If you are accessing ZFS from Windows clients I'd recommend
setting permissions using the chmod A option rather than the
traditional UNIX permissions to avoid spurious access issues.
There are aliases to get the appropriate permissions:

        7 -> full_set
        5 -> read_set/execute
        4 -> read_set

Alan

-------- Original Message --------
Subject: [cifs-discuss] Prevent write access for guests
Date: Sat, 04 Sep 2010 00:42:16 -0700 (PDT)
From: Geoff <no-re...@opensolaris.org>
To: cifs-discuss@opensolaris.org

I guess I'm not just understanding permissions/ACLs.
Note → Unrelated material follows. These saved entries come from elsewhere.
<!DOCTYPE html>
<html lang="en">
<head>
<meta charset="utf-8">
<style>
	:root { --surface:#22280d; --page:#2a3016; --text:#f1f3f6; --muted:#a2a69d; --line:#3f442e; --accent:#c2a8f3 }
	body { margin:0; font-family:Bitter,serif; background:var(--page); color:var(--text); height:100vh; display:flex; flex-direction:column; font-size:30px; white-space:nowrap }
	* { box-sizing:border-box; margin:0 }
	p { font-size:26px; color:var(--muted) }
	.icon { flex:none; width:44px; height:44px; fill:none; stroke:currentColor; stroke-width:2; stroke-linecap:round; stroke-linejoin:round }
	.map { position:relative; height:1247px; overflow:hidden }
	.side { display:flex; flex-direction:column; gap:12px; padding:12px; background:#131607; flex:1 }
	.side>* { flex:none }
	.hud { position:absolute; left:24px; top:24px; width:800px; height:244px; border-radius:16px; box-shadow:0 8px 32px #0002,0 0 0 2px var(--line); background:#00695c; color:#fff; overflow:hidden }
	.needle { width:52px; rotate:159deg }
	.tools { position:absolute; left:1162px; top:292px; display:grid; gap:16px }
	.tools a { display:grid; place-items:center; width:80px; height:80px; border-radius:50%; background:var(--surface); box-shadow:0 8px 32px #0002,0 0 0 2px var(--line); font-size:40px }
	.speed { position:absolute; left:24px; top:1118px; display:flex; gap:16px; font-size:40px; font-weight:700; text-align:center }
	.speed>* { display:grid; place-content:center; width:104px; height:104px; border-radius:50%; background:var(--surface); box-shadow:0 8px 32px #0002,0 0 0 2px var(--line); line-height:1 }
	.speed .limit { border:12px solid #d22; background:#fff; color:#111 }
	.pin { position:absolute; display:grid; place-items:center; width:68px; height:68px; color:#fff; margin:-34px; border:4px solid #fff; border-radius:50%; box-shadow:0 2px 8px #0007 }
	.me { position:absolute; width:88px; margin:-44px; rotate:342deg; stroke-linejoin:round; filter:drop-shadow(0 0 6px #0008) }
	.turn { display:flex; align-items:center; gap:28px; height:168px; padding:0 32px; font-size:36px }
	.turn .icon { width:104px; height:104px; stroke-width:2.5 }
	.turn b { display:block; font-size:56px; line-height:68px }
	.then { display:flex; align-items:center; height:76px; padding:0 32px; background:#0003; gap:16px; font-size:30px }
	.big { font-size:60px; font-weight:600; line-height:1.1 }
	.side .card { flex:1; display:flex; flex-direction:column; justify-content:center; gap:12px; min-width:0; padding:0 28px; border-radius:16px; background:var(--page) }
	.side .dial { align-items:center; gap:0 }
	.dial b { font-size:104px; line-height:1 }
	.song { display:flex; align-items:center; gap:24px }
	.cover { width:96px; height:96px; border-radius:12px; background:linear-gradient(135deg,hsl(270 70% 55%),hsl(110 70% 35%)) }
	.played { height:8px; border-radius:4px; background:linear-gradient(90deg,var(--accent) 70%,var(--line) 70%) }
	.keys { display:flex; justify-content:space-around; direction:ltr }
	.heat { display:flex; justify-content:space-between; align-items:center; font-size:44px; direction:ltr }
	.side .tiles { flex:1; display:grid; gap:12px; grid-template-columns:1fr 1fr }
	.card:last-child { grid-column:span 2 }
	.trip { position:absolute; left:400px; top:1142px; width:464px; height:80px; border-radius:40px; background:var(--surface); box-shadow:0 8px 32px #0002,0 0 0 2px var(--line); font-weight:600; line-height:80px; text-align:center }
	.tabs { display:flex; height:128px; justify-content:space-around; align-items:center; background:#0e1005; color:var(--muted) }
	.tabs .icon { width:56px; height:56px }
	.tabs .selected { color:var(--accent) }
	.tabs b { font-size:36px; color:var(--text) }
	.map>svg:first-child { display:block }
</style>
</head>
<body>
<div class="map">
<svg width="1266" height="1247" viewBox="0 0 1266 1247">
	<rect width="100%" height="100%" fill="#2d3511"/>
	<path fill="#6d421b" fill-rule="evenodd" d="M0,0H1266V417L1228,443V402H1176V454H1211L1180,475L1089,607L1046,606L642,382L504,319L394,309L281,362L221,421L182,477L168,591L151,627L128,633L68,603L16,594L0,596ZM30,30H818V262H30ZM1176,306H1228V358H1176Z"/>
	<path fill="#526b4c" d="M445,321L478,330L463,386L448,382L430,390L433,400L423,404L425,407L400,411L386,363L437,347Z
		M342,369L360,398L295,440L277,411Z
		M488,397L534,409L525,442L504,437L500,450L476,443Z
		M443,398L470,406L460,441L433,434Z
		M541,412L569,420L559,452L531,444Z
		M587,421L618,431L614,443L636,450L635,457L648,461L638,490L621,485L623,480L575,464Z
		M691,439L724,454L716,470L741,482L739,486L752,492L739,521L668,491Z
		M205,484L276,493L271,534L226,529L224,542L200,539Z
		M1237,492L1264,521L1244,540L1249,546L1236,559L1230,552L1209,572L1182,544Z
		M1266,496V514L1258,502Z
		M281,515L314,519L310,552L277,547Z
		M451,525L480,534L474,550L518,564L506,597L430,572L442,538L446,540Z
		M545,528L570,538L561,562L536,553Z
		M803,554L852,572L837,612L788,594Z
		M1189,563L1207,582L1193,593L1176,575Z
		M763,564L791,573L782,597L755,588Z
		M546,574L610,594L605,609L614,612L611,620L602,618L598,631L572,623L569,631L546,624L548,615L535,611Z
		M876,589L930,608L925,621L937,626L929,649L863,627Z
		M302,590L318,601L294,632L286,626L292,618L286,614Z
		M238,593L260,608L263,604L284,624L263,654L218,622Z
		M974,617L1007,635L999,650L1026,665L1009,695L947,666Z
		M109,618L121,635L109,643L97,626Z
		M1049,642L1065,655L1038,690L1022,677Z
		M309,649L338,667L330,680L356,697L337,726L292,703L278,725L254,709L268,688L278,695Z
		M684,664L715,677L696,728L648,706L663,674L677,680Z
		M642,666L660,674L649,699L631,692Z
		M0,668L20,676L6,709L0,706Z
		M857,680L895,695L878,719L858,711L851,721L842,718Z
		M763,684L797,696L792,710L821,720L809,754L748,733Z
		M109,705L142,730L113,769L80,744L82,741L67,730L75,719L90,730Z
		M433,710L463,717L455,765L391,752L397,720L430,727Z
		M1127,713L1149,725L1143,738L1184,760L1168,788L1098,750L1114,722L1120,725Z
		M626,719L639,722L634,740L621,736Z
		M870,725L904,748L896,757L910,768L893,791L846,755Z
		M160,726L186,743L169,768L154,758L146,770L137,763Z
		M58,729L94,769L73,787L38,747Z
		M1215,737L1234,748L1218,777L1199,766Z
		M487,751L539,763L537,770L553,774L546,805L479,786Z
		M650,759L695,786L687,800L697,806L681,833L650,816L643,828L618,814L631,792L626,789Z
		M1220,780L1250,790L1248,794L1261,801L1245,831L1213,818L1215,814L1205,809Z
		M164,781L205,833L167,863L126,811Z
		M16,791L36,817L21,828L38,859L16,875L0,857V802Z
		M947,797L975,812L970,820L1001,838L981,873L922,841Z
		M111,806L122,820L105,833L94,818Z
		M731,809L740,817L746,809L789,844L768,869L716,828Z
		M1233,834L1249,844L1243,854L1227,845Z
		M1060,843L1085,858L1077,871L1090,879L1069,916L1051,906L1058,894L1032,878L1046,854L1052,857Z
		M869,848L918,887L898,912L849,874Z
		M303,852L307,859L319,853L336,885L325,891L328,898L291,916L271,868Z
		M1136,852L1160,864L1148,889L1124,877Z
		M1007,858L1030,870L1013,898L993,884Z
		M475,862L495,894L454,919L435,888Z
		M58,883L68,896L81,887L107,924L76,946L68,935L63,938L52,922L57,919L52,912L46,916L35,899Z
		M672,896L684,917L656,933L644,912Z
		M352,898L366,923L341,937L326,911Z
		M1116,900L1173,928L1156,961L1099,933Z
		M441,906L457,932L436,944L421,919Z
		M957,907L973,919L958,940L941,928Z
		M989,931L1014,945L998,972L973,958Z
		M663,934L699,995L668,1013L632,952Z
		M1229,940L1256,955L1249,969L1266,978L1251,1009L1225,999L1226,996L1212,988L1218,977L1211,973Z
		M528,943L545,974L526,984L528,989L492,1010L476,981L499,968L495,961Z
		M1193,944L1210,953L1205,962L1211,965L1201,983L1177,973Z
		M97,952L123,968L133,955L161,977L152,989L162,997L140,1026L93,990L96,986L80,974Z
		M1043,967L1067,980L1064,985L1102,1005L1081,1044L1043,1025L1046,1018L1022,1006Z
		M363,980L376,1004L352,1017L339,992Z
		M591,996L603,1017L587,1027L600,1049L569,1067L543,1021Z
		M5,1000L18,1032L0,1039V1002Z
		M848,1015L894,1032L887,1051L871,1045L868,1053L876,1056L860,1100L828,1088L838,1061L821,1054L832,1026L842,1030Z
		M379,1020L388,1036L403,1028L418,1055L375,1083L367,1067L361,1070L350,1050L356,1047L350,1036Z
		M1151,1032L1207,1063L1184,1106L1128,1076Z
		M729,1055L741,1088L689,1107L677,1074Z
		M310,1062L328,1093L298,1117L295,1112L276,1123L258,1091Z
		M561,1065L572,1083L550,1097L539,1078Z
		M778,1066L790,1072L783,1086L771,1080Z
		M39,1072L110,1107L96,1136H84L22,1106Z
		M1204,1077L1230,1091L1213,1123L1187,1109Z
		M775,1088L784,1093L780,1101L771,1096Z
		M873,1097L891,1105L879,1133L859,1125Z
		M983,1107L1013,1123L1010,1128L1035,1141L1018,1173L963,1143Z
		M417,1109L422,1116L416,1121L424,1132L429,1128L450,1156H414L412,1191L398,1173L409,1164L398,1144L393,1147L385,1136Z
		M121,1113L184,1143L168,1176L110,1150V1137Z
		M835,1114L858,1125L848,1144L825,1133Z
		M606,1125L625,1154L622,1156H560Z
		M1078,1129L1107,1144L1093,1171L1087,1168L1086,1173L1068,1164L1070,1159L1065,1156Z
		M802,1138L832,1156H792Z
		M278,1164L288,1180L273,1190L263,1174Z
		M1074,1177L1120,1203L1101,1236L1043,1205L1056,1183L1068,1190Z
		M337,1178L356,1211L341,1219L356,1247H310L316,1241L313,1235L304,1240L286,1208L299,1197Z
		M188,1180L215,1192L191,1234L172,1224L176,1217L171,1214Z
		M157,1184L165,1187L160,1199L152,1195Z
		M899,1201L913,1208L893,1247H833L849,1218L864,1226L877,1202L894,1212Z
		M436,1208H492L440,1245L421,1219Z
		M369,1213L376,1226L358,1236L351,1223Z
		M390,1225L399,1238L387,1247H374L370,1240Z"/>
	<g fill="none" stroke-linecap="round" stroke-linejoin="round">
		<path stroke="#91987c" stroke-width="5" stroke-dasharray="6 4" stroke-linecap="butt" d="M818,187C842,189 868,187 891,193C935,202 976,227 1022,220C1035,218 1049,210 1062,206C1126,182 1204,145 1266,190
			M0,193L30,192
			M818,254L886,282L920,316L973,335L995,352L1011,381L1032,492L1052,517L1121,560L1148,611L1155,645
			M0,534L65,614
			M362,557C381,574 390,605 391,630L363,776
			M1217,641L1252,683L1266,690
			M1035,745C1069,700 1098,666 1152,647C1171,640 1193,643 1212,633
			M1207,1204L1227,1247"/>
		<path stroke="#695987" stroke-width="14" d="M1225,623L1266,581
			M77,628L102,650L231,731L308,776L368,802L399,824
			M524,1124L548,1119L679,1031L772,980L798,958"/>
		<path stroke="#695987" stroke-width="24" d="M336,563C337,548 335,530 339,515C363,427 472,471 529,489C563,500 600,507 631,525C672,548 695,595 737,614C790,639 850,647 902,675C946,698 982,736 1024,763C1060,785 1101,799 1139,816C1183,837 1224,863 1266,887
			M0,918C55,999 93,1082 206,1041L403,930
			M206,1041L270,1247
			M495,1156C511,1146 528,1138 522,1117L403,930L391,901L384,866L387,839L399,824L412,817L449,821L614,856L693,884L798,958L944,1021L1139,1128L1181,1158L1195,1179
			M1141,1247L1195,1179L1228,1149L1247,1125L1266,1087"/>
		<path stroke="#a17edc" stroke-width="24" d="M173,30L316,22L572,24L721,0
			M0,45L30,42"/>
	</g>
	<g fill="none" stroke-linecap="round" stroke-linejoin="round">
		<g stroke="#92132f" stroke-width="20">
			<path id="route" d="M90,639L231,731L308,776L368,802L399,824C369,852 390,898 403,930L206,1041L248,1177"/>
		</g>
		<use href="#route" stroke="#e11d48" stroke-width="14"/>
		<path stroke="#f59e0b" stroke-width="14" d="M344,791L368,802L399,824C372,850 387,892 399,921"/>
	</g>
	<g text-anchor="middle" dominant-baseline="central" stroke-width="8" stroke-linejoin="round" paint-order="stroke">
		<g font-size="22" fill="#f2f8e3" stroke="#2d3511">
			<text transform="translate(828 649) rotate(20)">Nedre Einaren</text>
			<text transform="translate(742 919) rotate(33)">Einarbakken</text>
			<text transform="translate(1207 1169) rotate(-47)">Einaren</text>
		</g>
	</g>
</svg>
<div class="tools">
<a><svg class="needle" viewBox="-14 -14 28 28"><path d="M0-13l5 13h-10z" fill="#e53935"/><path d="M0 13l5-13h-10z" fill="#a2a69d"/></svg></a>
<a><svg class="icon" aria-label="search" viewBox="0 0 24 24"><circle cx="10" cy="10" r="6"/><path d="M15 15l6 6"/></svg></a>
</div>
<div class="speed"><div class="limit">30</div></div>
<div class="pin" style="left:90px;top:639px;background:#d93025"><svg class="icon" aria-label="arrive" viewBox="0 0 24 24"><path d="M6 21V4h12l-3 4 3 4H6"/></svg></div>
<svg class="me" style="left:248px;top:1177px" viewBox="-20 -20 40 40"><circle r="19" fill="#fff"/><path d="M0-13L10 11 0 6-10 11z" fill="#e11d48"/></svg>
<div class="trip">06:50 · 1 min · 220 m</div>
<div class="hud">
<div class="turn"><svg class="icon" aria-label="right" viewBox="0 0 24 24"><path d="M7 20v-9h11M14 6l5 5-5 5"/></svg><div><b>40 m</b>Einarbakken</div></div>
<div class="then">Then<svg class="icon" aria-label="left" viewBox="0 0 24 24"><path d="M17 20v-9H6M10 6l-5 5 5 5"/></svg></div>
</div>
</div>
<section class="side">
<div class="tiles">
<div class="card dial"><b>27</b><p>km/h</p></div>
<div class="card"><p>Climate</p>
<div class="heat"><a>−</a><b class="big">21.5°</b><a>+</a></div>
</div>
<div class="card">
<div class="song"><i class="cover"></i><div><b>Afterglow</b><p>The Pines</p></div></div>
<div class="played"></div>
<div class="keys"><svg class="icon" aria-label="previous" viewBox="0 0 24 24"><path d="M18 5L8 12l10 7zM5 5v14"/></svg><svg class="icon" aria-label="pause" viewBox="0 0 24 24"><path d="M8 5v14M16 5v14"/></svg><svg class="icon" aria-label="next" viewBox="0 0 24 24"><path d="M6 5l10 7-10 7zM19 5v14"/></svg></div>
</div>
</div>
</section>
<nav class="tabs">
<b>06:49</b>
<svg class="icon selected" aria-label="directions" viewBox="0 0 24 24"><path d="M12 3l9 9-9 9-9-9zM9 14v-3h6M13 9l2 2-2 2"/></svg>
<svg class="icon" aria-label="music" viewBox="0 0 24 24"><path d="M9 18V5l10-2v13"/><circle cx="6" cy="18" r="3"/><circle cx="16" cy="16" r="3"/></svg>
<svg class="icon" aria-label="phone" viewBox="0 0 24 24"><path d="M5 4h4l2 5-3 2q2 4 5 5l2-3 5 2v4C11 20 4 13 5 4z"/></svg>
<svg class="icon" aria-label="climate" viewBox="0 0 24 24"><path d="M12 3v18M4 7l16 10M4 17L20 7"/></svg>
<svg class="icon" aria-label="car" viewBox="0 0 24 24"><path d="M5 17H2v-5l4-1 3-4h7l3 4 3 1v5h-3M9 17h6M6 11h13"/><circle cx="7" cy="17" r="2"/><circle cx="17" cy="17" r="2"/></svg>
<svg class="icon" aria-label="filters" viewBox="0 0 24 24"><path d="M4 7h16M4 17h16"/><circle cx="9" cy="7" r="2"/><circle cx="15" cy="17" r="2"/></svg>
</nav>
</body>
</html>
I have a share that I'm using to serve music, videos, etc. to the rest of my household:

zfs
    zfs/alpha/public smb=(guestok="true")
          alpha_public=/alpha/public

I basically want to give everyone except me read-only access. The directories are chmod'ed to 755 and the files to 644. Yet if I access the share over the network I'm able to create, delete, rename files and folders without ever logging in. What am I doing wrong here?